It follows from Korsgaard’s perspective that we must place value in our own humanity as it is what fundamentally provides us with reasons: This identity, as the reflective structure of our mind, enables us to have a conception of ourselves that grounds our capacity to value and to choose and act, that is, to be autonomous. Furthermore, as our humanity, understood as the faculty of autonomy, brings value into the world, we also have an obligation to respect this faculty in others. As they act and value acting based on their own reasons, we are obliged to respect their value-constituting capacity of autonomy in our own actions.
To summarise, Korsgaard understands autonomy as being a law unto ourselves by reflectively endorsing, at a distance to our inclinations, the principles that underlie them. This endorsement is grounded in reasons that we create ourselves by forming a conception of ourselves of which our shared humanity, our morality, is a necessary part. In Korsgaard’s own words: ‘Autonomy is commanding yourself to do what you think it would be a good idea to do, but that in turn depends on who you think you are’ (34, p107).
‘Being a medical professional’ as a practical identity
Examples of particular conceptions given by Korsgaard are that you may find it important for your life that ‘you are a human being, a woman or a man, a member of a certain profession, someone’s lover or friend, a citizen or an officer of the court, a feminist or an environmentalist, or whatever’ (35, p20). Although Korsgaard refers here to being a member of a profession, she has not given an account of what a professional identity may consist in. For this paper, we go beyond Korsgaard and present one possible account of being a medical professional while introducing some additional elements of Korsgaard’s moral theory.
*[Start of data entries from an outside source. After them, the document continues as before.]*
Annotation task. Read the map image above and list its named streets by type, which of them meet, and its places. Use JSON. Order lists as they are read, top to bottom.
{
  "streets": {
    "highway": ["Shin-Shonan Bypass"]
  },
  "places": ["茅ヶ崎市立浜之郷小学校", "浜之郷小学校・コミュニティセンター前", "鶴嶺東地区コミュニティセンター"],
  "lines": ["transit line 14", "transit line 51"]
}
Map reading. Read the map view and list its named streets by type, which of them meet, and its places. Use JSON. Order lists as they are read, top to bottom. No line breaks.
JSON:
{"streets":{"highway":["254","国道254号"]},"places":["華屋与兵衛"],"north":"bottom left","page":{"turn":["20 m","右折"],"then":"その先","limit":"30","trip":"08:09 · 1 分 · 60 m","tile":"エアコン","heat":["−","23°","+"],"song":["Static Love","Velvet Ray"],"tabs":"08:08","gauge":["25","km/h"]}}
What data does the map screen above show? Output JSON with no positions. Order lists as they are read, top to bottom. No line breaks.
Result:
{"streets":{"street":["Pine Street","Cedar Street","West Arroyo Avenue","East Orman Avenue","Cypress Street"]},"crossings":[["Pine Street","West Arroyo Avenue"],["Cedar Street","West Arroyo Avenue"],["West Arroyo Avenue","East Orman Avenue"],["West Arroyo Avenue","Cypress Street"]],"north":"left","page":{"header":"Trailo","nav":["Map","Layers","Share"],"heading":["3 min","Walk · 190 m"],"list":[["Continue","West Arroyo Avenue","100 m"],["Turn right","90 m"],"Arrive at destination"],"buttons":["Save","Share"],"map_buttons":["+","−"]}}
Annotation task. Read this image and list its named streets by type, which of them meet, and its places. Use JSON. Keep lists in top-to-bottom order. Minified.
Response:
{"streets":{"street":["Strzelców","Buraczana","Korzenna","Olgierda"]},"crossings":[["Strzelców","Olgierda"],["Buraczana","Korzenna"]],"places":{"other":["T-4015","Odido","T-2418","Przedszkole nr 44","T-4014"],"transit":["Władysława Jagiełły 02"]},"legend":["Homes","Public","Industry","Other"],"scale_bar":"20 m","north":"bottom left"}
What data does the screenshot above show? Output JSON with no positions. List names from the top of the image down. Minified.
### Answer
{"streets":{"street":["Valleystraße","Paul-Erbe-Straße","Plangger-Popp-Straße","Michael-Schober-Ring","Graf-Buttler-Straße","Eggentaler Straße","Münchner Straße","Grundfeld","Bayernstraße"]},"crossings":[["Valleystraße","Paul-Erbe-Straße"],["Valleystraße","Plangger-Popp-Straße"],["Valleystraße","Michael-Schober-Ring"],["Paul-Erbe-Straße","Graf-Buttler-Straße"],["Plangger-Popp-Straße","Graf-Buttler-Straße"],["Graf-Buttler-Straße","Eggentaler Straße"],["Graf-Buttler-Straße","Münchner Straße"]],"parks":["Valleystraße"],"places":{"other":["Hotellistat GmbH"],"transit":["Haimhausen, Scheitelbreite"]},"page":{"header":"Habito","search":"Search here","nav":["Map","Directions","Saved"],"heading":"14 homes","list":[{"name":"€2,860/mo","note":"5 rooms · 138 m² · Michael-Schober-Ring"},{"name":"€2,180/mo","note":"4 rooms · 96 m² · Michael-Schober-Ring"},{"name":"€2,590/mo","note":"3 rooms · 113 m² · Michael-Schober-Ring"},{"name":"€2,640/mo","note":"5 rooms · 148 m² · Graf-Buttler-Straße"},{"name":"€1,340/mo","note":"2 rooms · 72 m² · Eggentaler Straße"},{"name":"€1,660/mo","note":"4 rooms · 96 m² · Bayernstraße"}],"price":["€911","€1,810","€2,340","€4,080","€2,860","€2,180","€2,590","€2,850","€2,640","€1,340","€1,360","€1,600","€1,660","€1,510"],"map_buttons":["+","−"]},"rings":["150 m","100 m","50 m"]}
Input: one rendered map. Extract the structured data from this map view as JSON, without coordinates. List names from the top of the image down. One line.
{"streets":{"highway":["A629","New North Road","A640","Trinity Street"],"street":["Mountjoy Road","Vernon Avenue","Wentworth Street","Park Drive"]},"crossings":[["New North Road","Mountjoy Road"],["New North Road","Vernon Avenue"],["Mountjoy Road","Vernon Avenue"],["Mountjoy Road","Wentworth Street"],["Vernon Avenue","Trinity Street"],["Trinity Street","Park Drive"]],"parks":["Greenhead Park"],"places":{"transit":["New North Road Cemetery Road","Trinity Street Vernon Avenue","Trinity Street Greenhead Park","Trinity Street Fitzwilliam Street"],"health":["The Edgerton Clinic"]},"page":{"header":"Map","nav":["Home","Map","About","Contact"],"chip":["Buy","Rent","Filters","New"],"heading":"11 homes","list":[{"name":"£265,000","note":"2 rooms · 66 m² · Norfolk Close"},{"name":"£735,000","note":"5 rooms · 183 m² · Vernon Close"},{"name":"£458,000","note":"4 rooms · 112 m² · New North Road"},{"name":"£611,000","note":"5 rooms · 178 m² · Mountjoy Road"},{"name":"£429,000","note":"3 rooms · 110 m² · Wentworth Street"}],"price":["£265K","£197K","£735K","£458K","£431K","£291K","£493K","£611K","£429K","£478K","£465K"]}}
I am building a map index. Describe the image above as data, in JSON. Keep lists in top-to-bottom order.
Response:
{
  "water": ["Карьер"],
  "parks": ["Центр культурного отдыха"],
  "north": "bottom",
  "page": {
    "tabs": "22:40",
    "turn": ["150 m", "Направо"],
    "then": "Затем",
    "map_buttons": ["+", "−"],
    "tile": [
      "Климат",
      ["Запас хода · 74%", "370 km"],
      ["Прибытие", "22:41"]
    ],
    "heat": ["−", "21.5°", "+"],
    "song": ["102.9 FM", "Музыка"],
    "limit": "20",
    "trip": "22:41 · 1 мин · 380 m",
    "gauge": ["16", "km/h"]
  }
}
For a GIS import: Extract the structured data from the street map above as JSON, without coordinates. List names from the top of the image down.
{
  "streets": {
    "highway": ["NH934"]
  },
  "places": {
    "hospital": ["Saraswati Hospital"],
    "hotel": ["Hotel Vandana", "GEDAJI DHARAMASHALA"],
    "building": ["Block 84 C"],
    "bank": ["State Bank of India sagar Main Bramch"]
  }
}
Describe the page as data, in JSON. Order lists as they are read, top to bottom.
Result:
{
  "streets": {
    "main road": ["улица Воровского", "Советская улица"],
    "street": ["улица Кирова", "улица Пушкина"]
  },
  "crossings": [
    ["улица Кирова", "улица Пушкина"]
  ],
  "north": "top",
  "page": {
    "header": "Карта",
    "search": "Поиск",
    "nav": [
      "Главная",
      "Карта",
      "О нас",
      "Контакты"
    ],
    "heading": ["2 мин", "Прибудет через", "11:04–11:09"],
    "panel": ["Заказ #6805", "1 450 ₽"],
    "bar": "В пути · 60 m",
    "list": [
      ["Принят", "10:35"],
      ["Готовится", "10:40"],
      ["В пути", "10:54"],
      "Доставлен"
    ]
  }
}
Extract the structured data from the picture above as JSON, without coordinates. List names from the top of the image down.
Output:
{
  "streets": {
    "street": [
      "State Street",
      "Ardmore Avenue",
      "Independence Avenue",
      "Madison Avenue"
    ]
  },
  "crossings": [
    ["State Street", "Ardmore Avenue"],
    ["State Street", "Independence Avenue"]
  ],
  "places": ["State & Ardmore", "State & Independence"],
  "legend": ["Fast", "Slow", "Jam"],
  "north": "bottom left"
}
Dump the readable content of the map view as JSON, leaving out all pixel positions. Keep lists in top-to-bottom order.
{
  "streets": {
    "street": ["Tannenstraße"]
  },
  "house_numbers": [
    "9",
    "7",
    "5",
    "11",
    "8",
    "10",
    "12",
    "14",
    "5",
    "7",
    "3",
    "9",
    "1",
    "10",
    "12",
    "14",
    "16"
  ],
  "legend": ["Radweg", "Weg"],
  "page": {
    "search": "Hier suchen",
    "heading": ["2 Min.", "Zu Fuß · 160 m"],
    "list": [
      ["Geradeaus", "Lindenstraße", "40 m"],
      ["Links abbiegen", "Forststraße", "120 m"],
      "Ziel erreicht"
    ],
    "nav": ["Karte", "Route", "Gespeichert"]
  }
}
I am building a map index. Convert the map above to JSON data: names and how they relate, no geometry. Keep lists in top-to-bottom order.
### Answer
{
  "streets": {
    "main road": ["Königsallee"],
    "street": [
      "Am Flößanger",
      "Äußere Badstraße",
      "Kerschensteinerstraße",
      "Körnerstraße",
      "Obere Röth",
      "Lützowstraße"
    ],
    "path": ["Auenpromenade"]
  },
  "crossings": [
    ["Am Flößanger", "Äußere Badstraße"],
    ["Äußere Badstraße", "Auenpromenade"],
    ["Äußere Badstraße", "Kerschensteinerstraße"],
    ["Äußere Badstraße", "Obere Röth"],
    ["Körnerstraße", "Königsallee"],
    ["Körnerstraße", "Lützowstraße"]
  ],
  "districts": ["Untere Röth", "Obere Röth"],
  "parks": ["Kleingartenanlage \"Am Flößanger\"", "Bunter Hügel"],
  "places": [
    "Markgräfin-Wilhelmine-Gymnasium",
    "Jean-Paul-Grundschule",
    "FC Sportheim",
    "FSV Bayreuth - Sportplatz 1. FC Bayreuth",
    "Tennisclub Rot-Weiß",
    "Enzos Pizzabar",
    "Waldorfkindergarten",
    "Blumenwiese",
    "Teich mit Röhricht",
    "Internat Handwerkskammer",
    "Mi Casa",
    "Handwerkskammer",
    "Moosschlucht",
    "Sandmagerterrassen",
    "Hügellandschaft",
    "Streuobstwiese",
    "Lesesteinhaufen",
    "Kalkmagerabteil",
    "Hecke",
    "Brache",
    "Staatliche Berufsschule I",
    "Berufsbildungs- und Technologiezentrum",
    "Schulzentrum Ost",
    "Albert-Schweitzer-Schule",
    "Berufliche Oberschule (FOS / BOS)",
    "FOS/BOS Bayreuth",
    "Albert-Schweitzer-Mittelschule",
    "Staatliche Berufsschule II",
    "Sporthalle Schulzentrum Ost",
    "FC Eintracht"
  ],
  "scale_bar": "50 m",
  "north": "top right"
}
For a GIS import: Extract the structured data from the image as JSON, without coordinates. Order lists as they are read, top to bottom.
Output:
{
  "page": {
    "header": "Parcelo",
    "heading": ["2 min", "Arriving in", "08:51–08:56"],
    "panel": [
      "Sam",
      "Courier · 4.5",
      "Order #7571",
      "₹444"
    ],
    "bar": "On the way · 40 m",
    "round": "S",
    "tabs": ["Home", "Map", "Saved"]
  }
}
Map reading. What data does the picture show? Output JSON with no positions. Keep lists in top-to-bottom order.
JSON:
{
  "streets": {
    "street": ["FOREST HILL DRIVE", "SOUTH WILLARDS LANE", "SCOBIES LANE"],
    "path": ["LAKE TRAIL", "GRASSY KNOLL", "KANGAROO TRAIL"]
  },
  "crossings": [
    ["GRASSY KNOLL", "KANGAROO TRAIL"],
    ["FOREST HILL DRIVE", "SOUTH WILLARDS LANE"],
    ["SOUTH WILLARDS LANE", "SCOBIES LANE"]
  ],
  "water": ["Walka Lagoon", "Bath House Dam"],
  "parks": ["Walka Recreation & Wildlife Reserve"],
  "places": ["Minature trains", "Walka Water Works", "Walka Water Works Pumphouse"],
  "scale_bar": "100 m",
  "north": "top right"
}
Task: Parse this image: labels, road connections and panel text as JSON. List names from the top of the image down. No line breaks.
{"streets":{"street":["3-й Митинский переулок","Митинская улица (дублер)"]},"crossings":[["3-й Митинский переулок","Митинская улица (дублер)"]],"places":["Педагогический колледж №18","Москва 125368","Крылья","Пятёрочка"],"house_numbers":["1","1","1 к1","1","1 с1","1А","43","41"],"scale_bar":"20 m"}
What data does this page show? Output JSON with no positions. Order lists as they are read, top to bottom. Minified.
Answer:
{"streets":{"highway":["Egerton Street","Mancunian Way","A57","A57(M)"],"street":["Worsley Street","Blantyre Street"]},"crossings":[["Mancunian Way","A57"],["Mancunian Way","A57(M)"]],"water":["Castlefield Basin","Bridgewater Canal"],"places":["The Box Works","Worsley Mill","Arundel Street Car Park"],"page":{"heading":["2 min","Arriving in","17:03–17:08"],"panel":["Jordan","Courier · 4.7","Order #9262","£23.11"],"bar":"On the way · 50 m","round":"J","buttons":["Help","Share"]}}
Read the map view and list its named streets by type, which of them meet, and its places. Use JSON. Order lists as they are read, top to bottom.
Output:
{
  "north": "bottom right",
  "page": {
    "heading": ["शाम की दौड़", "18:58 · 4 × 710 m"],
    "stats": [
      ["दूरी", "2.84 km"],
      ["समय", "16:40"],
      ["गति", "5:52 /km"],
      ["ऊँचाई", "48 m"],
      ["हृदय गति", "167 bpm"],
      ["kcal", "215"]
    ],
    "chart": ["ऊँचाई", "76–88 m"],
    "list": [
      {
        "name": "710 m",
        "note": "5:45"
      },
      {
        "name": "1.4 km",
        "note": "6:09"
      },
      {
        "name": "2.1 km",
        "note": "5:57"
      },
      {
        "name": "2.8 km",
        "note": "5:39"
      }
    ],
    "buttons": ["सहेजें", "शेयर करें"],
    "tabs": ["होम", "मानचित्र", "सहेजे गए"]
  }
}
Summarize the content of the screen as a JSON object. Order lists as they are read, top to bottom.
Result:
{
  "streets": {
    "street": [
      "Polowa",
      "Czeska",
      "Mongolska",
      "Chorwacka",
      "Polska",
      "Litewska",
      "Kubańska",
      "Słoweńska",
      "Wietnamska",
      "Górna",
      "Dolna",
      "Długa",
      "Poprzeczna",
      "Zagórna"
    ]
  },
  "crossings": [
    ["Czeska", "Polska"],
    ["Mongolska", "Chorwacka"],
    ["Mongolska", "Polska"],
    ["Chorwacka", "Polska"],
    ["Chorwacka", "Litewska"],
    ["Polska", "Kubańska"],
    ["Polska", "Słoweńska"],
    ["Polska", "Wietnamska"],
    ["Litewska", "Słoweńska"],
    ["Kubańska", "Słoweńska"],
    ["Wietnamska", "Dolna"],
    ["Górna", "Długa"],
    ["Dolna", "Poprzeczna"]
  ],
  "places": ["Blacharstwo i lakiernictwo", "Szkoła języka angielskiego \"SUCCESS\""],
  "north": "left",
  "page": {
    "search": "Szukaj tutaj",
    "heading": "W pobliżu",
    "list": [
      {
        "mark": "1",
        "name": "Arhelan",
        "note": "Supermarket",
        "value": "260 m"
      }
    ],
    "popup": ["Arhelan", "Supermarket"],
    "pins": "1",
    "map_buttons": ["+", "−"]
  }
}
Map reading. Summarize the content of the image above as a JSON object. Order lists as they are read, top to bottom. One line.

First, to be a medical professional is to be a member of the medical profession that depends on some formal requirements. The medical professional must have obtained the right to practice medicine through formal training and by having a medical license from the state. The fact that practical identities have such formal requirements is endorsed by Korsgaard with the statement that ‘where the facts make [the expression of an identity] impossible, the [identity] may cease to have practical force’ (35, p120). As it is impossible to express oneself as a physician without formal requirements, having the identity of a medical professional is conditioned on them.
Second, fulfilling formal requirements is not enough, as these indicate solely passive conditions. The medical professional should also convert the knowledge and skills learnt into their actions, into practicing medicine. Although the exact nature of the medical professional’s occupational activities is disputed, it can generally be stated that a medical professional has the good of their patient in their decisions and actions in mind while upholding the standards as, for example, defined in the codices referred to above. The medical professional also acts towards society’s welfare in preserving important common goods.
It is important to stress that any person, thus, also the medical professional, has more than one identity in Korsgaard’s model. This means that the ‘description under which you find your life to be worth living’ (34, p101) is a pluralist description with multiple identities, such as a medical professional, parent of one’s children, partner of one’s spouse, hobbyist piano player, and the obligatory moral identity of your own humanity. This plurality of identities under which a person finds their life to be worth living grounds why medical professionals experience the conflicts at the margins of their profession.
Medical professionalism as practical identity: back to the case studies
The strength of Korsgaard’s framework lies in its potential to elucidate the profoundness of conflicting duties with which the medical professional is confronted. In the following, we show this by considering the three case studies described above while highlighting what action orientation Korsgaard’s framework provides for solving such types of conflicts.
Category 1: professional ethics reaching beyond common morality/‘taking a moral holiday’
From a Korsgaardian perspective, cases in which professional ethics reaches beyond moral norms pertaining to nonprofessionals can be explained as follows. By committing to the identity of a medical professional, the physician creates a commitment to uphold society’s law or the profession’s codices connected to this identity that reach beyond common morality that may be. Such norms that go beyond common morality are not supererogatory. This follows partially from the preconditions of being a physician, such as obtaining a medical license, that are necessary for the physician to give expression to their identity and, thus, should not be endangered. An example would be a physician who does not rescue a person in need in a nonmedical context and, as a consequence, may get their medical license revoked. This would take away their ability to practice as a physician in the future. Rescuing the person gives thus expression to an essential aspect of their identity and therewith cannot be understood as supererogatory.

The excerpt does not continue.